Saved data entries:

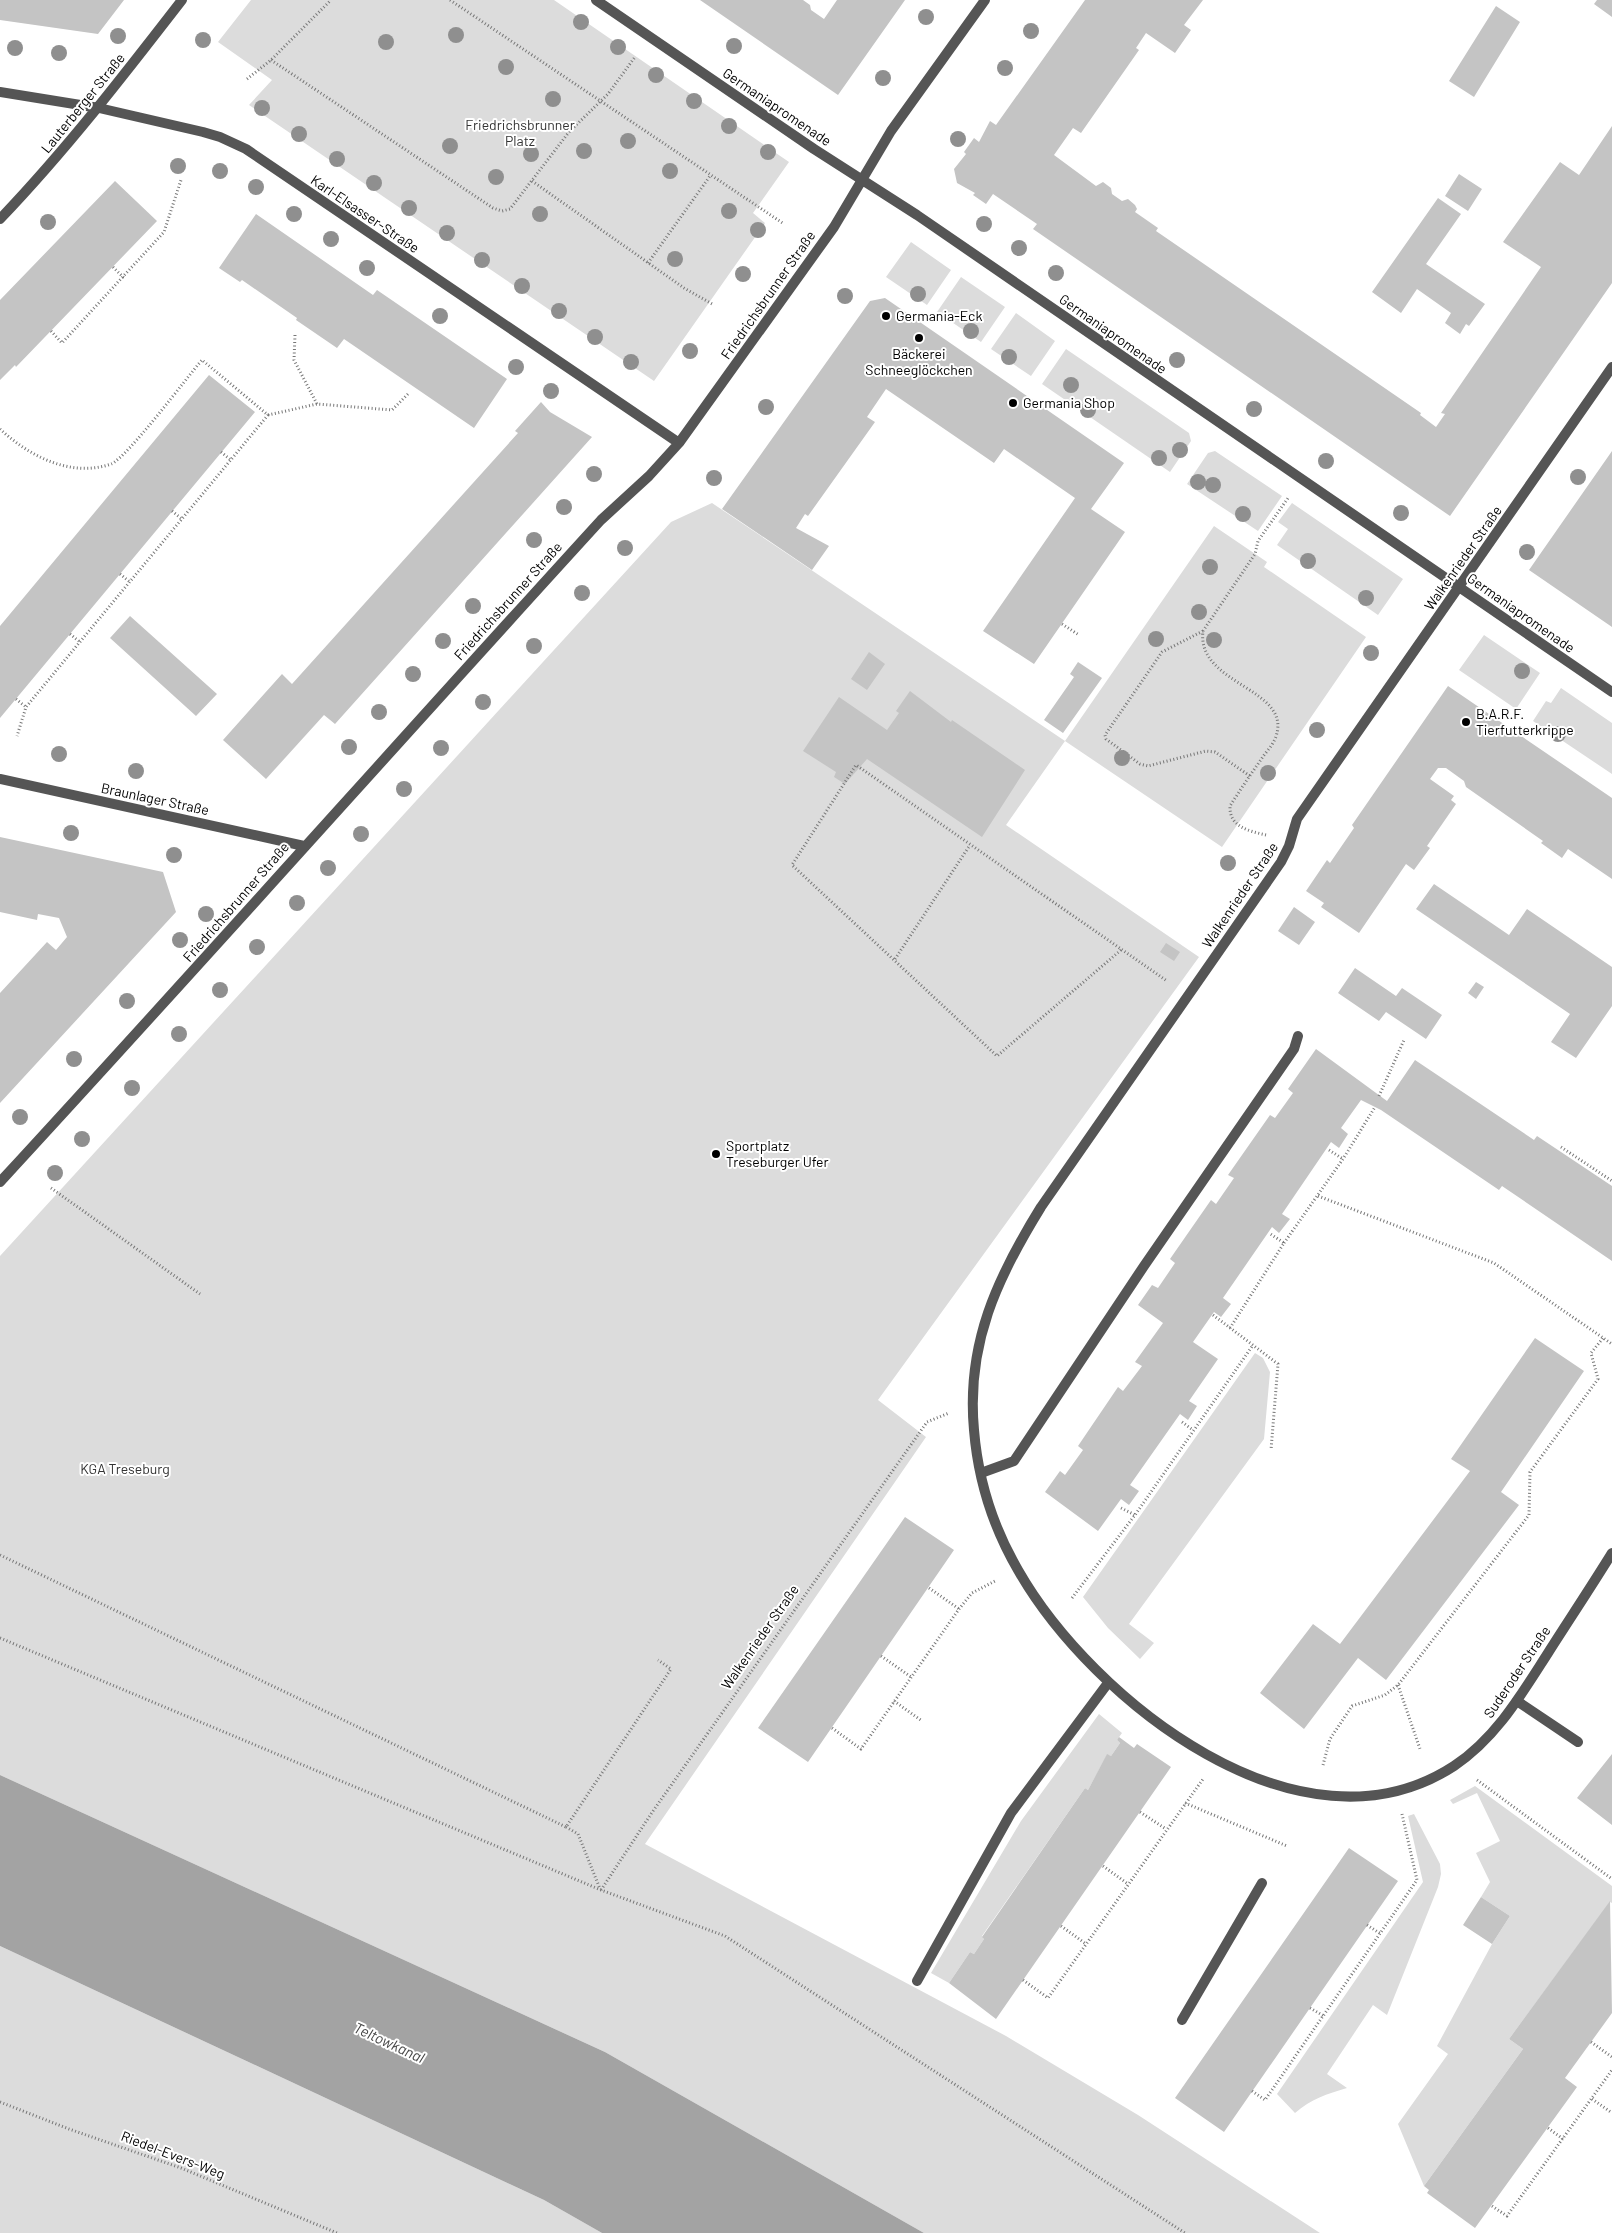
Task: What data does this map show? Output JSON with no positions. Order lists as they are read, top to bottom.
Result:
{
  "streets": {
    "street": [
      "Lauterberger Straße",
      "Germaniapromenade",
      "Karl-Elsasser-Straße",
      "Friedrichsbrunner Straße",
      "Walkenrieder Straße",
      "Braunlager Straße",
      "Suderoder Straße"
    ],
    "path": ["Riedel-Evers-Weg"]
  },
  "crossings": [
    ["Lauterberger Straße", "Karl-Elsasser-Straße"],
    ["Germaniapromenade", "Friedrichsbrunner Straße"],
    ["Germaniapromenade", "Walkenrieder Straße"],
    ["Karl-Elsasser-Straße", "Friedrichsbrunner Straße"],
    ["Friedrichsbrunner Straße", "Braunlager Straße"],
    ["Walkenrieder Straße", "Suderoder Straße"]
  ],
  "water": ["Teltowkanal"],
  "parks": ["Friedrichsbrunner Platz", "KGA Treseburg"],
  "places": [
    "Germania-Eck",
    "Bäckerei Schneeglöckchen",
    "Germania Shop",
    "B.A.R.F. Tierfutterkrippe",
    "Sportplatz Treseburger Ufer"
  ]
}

TASK REQUIREMENTS: The lines you need are those with the word "Braunlager"; list them from the entries.

OUTPUT FOR THIS TASK:
      "Braunlager Straße",
    ["Friedrichsbrunner Straße", "Braunlager Straße"],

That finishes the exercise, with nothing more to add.